99.9% of time, I agree. But there are times when services are
restarted without reboots.

>
> The particular situation I wanted to handle was that I wanted it to be
> OK to start statd at any time. And I wanted sm-notify to run at boot
> time if possible, but also to be run when statd was started if it
> hadn't run already.
> An 'I have run already' file in /var/run seemed the obvious solution.
I now do see the logical... But the fact that a file does or does
not exist so should not be the deciding factor of whether a lock is
or is not recovered. Shouldn't be the existence (or non-existence)
of a lock that governs whether a lock is or is not recovered?

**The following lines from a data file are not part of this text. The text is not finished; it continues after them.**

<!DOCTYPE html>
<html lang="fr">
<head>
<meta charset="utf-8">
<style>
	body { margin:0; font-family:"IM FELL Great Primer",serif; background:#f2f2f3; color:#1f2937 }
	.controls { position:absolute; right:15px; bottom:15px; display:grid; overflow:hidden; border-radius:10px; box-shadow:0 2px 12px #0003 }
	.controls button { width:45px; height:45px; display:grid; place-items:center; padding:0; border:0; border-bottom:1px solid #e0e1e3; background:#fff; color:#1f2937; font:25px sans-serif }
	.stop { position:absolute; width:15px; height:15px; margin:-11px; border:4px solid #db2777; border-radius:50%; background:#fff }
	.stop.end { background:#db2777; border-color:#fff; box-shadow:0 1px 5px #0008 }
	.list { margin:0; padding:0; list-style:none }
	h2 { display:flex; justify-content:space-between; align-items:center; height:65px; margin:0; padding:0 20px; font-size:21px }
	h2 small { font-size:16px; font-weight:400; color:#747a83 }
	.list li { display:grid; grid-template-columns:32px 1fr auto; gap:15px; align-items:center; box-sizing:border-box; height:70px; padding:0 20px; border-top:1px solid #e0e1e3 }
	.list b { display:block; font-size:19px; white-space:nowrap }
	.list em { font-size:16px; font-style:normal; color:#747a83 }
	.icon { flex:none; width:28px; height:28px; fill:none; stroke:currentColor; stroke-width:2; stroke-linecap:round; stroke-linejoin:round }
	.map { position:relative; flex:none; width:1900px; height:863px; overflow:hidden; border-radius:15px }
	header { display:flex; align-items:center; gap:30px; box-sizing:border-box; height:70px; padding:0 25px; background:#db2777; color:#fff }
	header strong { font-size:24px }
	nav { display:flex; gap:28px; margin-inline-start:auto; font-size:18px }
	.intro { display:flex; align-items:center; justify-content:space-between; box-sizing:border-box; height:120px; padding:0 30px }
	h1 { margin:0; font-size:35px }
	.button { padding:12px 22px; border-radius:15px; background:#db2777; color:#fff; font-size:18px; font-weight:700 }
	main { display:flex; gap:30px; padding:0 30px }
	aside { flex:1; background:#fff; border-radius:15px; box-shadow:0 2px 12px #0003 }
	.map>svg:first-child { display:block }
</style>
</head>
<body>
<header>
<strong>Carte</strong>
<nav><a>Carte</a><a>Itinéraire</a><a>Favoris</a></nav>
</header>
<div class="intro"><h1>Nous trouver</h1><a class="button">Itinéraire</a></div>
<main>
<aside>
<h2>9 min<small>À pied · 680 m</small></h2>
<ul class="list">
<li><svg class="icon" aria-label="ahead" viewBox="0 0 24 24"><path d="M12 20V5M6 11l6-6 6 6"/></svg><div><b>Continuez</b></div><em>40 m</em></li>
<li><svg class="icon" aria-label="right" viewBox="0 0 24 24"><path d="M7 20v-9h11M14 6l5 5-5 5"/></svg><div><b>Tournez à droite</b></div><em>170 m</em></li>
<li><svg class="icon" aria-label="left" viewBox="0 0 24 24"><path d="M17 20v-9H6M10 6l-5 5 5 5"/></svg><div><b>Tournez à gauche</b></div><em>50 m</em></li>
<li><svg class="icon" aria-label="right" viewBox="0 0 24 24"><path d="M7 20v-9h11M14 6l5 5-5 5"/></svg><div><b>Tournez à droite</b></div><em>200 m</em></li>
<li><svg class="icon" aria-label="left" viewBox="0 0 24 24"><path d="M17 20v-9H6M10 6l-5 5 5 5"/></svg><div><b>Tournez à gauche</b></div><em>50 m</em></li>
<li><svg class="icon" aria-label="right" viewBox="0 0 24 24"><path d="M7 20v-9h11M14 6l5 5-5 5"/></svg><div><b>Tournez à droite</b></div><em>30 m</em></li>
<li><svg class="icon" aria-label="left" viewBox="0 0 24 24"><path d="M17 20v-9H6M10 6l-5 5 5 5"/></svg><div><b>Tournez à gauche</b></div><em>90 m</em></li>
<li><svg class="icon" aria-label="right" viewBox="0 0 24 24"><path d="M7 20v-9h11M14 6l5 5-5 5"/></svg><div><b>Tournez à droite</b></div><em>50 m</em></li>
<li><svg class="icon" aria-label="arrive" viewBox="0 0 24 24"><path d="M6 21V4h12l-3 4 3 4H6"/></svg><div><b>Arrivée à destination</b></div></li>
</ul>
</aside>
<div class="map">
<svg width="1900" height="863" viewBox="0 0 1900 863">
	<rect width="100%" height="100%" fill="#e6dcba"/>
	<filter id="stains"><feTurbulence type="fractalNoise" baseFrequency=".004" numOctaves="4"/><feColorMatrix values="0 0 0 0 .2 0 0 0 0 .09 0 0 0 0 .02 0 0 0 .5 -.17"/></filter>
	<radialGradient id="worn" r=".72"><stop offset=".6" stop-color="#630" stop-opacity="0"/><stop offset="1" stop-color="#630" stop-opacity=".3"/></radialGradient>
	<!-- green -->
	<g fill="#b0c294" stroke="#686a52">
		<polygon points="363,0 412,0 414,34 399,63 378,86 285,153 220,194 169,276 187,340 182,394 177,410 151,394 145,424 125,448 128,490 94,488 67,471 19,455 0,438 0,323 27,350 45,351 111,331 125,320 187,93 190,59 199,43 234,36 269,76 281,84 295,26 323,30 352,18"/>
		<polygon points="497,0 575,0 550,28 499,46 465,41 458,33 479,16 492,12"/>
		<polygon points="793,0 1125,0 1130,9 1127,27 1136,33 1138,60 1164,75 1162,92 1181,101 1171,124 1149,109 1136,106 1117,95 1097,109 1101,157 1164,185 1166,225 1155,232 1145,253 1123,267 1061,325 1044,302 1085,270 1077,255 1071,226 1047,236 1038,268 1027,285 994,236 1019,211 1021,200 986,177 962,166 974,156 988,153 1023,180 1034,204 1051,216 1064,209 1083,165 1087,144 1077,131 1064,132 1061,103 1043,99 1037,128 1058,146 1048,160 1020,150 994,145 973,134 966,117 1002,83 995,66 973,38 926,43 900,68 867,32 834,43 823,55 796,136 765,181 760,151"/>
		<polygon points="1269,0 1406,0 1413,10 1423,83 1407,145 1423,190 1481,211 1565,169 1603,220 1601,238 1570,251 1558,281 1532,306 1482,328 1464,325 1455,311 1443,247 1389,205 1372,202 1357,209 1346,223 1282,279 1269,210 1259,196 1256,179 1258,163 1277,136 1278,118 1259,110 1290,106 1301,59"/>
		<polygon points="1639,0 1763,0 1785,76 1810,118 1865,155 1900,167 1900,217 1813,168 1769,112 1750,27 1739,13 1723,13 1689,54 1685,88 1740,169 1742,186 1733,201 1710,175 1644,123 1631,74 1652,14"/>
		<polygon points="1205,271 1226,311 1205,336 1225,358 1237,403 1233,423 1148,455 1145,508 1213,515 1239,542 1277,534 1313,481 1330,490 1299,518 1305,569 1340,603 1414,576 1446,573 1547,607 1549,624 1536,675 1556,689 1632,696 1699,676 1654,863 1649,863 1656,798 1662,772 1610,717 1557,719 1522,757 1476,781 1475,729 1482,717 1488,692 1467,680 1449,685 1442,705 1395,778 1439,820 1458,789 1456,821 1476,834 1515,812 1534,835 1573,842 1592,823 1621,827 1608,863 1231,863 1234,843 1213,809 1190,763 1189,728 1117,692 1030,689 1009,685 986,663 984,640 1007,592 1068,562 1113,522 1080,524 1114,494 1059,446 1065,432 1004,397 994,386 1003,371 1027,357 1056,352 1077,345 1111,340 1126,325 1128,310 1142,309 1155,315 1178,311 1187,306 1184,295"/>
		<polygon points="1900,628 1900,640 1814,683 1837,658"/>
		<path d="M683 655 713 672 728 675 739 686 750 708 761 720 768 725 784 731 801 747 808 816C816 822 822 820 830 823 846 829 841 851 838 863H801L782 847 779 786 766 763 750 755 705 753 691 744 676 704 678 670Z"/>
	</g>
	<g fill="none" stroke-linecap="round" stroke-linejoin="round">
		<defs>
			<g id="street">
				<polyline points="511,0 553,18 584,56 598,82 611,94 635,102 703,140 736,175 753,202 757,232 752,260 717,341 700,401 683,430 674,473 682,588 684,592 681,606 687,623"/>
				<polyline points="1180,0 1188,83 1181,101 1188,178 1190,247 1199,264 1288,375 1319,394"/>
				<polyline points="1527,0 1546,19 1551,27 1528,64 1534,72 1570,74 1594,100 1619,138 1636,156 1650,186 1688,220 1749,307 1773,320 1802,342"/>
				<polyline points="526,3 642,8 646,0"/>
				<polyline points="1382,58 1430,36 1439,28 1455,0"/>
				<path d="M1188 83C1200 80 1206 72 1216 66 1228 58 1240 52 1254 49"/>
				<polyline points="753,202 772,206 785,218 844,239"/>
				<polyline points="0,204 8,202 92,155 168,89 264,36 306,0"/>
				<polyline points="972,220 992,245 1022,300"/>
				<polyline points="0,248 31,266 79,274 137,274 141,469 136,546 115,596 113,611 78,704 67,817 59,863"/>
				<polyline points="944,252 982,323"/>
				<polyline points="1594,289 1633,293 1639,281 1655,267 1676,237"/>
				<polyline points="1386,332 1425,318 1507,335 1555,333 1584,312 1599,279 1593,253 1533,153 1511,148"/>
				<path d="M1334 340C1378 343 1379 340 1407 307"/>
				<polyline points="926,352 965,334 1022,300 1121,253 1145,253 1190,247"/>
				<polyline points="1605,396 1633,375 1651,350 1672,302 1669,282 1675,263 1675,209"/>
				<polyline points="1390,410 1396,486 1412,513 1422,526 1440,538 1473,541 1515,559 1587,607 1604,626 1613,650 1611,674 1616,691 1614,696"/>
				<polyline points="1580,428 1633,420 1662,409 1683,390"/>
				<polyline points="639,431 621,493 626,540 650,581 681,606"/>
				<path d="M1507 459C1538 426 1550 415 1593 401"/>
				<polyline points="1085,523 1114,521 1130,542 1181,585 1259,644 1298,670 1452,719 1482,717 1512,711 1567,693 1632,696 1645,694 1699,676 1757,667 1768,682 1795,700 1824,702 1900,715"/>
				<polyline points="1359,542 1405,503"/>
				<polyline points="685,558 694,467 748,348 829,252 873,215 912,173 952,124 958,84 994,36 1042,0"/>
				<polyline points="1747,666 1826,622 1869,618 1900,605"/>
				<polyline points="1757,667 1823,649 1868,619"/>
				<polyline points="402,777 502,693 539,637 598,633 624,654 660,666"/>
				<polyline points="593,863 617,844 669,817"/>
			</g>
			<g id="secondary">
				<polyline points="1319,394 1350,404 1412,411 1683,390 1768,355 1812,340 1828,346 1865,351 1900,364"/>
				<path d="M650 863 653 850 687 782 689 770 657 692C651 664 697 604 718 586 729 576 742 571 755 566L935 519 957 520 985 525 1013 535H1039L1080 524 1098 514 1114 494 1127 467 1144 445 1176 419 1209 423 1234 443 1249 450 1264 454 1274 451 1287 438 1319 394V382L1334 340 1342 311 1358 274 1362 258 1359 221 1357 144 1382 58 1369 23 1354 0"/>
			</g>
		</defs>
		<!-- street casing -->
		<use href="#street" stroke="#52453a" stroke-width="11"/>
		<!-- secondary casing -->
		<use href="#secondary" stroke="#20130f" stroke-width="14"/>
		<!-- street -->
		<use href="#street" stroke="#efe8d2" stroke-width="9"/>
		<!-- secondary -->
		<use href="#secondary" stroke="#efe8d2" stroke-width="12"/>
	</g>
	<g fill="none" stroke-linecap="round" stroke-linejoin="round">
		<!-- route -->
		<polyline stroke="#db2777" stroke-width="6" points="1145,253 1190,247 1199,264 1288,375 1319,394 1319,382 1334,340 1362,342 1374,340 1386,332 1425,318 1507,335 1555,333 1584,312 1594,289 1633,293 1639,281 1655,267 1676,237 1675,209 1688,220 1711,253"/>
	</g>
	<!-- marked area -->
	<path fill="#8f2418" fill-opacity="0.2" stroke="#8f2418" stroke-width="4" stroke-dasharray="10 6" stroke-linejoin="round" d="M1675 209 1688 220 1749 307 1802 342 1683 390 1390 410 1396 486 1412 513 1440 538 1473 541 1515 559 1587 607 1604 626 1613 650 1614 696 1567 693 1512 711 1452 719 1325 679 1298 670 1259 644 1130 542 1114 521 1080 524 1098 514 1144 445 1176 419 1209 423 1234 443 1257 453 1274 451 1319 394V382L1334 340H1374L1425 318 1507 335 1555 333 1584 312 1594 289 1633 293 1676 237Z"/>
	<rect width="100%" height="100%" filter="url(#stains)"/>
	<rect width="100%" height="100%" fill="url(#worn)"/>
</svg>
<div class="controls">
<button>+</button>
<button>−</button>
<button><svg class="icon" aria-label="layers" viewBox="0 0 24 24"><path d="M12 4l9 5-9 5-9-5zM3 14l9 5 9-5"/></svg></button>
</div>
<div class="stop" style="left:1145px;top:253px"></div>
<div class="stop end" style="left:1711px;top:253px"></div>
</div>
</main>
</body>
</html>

>>> But I think that removing the lock file when sm-notify completes is
>>> wrong.
>> A side effect of all this is if rpc.statd is restarted and that
>> file is not cleaned up the client will never even try to recover any locks.
>> That's definitely not a good thing... imho...
>
> There is no need for a client to recover locks if statd is restarted
> (is there). I think statd now stores all state in /var/lib/nfs/* so
> if it is killed and restarted, it should pick up exactly where it left
> off.
But if the 'nfslock' service is restarted (i.e. service nfslock restart),
at least in Fedora and RHEL, the locks need to be reclaimed.
Of course the init script can arbitrary remove the pid file, but isn't
there (very small) chance that a sm-notify process could be
still running, hung up in some type of network issue?

>
> The time that you need to notify clients is when *lockd* is
> restarted. Or more significantly, when lockd arbitrarily drops it's
> locks.
> i.e. if you "kill -9" lockd, then you need to do something with
> sm-notify and I acknowledge that isn't well documented nor is there an
> automatic procedure to make it happen. So there is room for
> improvement, but I don't think that running sm-notify every time that
> statd is started is an improvement.
Well, today, sm-notify is run every time statd is started. It just that
sm-notify exits when the pid file exists. Instead maybe what should happen
is sm-notify should exit when there is no work to be done (i.e. no locks
to recover).

Of course this runs the risk of causing clients to unnecessarily
reclaiming there locks, but, imho, that's okay! Its the price of
restarted the nfslock service, something that should not happen
too often anyways.

Also shouldn't there be some type of synchronization between
statd and sm-notify? Meaning should statd wait until sm-notify
is done doing its work (or at least creating the backup directory)?


>
>>> Note the comment in sm-notify.c:
>>>
>>> /*
>>> * Record pid in /var/run/sm-notify.pid
>>> * This file should remain until a reboot, even if the
>>> * program exits.
>>> * If file already exists, fail.
>>> */
>> I guess I just don't understand why a pid file need to exist after a
>> process is gone. Especially if its going to cause the next existence
>> to imminently exit (potentially causing data corruption).
>> That just does not seem very robust...
>
> Maybe making look like a pid file was a mistake. I'd be OK with
> changing the name to /var/run/sm-notify-has-run or similar. If we
> could store in the file some reflection of the state of lockd, that
> would be even better, but I don't think such a value is available at
> the moment.
Its just a pet peeve of mine for processes not to clean up after themselves.
Leaving things around for other process to clean up just never seemed
like a good idea to me.

>
> What potential for data corruption do you see?
The nfslock service is restarted, the client locks are lost
and no notification is sent out (because the existence of a
pid file). This was what I was seeing when I started this thread.

steved.